*** Opening Data in this exercise ***

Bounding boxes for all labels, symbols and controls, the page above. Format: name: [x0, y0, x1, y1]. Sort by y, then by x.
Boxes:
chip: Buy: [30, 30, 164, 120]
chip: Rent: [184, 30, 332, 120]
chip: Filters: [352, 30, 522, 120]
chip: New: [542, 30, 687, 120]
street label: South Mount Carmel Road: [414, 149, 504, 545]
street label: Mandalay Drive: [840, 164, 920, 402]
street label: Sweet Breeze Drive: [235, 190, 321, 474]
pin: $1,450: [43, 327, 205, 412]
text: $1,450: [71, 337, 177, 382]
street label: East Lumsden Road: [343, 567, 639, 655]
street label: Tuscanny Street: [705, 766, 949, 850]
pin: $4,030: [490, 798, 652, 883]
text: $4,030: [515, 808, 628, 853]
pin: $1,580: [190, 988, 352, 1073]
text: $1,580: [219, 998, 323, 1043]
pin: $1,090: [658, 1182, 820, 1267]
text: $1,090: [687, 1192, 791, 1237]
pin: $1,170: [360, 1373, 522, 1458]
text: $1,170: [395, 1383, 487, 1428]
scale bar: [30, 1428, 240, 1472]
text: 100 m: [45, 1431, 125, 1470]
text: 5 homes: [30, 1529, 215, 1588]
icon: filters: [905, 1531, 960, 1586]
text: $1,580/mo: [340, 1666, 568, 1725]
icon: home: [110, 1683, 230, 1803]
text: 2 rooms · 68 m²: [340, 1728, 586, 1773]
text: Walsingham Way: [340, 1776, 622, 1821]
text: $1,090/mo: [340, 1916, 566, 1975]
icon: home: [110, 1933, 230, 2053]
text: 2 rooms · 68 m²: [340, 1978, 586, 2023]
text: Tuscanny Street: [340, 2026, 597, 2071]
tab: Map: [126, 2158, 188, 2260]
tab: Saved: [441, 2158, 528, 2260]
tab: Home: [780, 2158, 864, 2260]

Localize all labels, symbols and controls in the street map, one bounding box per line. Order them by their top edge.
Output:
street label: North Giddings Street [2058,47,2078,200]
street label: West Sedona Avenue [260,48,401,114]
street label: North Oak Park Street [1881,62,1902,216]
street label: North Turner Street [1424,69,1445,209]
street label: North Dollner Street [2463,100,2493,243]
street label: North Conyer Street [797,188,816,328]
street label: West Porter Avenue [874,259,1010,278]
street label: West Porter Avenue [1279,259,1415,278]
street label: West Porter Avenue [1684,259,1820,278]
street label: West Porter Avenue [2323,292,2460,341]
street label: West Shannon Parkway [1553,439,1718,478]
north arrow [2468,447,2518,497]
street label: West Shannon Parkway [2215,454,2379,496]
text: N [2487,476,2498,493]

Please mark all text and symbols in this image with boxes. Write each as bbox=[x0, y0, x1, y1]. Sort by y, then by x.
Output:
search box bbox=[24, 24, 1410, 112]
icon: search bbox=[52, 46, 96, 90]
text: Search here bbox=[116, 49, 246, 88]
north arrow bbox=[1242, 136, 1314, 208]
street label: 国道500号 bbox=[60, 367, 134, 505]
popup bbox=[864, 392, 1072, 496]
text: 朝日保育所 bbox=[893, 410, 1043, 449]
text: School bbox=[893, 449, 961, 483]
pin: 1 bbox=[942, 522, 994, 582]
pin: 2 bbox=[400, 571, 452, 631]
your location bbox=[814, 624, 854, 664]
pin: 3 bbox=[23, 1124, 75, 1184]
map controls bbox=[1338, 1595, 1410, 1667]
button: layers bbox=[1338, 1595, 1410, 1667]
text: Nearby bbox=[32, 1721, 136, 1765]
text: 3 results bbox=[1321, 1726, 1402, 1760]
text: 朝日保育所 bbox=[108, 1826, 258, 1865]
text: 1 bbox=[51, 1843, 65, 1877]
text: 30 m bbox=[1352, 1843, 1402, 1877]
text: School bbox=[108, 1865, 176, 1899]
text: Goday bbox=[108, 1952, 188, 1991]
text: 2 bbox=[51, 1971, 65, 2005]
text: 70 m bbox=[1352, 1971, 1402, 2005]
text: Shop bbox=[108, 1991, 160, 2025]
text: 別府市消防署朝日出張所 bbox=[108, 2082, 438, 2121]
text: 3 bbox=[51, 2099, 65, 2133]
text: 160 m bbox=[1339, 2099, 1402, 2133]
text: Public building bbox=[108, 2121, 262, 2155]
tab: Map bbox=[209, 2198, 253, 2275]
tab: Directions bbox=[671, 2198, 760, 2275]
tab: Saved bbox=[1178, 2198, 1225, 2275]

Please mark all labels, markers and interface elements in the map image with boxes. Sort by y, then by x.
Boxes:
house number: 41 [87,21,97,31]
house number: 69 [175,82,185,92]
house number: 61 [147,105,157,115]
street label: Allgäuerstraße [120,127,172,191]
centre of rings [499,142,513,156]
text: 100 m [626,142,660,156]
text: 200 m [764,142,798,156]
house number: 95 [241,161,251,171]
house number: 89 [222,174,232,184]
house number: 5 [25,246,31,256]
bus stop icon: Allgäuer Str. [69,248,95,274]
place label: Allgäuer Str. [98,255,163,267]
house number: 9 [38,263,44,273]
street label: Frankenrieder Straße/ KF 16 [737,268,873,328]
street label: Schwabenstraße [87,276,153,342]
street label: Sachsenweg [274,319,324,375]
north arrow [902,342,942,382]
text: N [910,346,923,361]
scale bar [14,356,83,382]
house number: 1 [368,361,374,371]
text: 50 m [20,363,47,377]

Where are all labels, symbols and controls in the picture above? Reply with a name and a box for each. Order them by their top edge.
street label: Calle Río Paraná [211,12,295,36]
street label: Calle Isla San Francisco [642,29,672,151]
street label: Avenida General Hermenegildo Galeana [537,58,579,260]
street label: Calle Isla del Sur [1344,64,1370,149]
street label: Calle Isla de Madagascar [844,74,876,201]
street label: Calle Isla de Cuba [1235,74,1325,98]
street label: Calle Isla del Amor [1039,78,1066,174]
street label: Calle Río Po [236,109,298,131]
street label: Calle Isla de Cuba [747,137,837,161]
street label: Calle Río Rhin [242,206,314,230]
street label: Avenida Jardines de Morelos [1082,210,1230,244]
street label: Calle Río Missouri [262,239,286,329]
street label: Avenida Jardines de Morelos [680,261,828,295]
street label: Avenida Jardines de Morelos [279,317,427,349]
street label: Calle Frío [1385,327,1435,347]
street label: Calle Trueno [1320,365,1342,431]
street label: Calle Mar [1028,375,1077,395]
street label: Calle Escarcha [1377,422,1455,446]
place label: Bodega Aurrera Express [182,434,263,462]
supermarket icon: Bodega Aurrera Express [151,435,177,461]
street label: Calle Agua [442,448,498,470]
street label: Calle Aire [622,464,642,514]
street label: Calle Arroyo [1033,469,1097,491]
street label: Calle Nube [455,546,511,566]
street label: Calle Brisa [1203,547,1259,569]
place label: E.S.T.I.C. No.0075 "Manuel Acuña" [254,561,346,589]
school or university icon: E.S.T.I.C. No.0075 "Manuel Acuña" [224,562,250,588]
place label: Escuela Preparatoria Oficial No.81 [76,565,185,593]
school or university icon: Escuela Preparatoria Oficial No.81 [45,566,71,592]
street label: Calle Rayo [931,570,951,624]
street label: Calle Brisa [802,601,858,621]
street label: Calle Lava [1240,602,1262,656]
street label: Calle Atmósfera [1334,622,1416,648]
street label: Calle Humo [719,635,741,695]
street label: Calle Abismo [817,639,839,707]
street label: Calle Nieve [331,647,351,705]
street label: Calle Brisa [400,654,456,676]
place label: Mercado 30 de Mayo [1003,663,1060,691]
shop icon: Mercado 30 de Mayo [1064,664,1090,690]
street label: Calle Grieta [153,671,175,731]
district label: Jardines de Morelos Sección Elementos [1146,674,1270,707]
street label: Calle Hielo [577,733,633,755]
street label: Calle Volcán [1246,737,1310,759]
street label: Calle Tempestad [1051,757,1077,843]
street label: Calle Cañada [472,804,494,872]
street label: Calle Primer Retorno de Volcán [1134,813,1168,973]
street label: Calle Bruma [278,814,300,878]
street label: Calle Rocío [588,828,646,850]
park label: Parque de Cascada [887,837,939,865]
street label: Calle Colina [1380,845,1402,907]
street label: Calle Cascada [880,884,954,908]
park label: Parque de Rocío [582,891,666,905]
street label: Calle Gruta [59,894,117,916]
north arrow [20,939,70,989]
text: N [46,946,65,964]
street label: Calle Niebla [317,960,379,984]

*** Closing Data in this exercise ***

◆ Required action ◆
In the listing above, locate the line with "Localize all labels, symbols" and the line with "Please mark all labels, markers", then extract exactly those lines and every line between them, and nothing more.

◆ Output for this task ◆
Localize all labels, symbols and controls in the street map, one bounding box per line. Order them by their top edge.
Output:
street label: North Giddings Street [2058,47,2078,200]
street label: West Sedona Avenue [260,48,401,114]
street label: North Oak Park Street [1881,62,1902,216]
street label: North Turner Street [1424,69,1445,209]
street label: North Dollner Street [2463,100,2493,243]
street label: North Conyer Street [797,188,816,328]
street label: West Porter Avenue [874,259,1010,278]
street label: West Porter Avenue [1279,259,1415,278]
street label: West Porter Avenue [1684,259,1820,278]
street label: West Porter Avenue [2323,292,2460,341]
street label: West Shannon Parkway [1553,439,1718,478]
north arrow [2468,447,2518,497]
street label: West Shannon Parkway [2215,454,2379,496]
text: N [2487,476,2498,493]

Please mark all text and symbols in this image with boxes. Write each as bbox=[x0, y0, x1, y1]. Sort by y, then by x.
Output:
search box bbox=[24, 24, 1410, 112]
icon: search bbox=[52, 46, 96, 90]
text: Search here bbox=[116, 49, 246, 88]
north arrow bbox=[1242, 136, 1314, 208]
street label: 国道500号 bbox=[60, 367, 134, 505]
popup bbox=[864, 392, 1072, 496]
text: 朝日保育所 bbox=[893, 410, 1043, 449]
text: School bbox=[893, 449, 961, 483]
pin: 1 bbox=[942, 522, 994, 582]
pin: 2 bbox=[400, 571, 452, 631]
your location bbox=[814, 624, 854, 664]
pin: 3 bbox=[23, 1124, 75, 1184]
map controls bbox=[1338, 1595, 1410, 1667]
button: layers bbox=[1338, 1595, 1410, 1667]
text: Nearby bbox=[32, 1721, 136, 1765]
text: 3 results bbox=[1321, 1726, 1402, 1760]
text: 朝日保育所 bbox=[108, 1826, 258, 1865]
text: 1 bbox=[51, 1843, 65, 1877]
text: 30 m bbox=[1352, 1843, 1402, 1877]
text: School bbox=[108, 1865, 176, 1899]
text: Goday bbox=[108, 1952, 188, 1991]
text: 2 bbox=[51, 1971, 65, 2005]
text: 70 m bbox=[1352, 1971, 1402, 2005]
text: Shop bbox=[108, 1991, 160, 2025]
text: 別府市消防署朝日出張所 bbox=[108, 2082, 438, 2121]
text: 3 bbox=[51, 2099, 65, 2133]
text: 160 m bbox=[1339, 2099, 1402, 2133]
text: Public building bbox=[108, 2121, 262, 2155]
tab: Map bbox=[209, 2198, 253, 2275]
tab: Directions bbox=[671, 2198, 760, 2275]
tab: Saved bbox=[1178, 2198, 1225, 2275]

Please mark all labels, markers and interface elements in the map image with boxes. Sort by y, then by x.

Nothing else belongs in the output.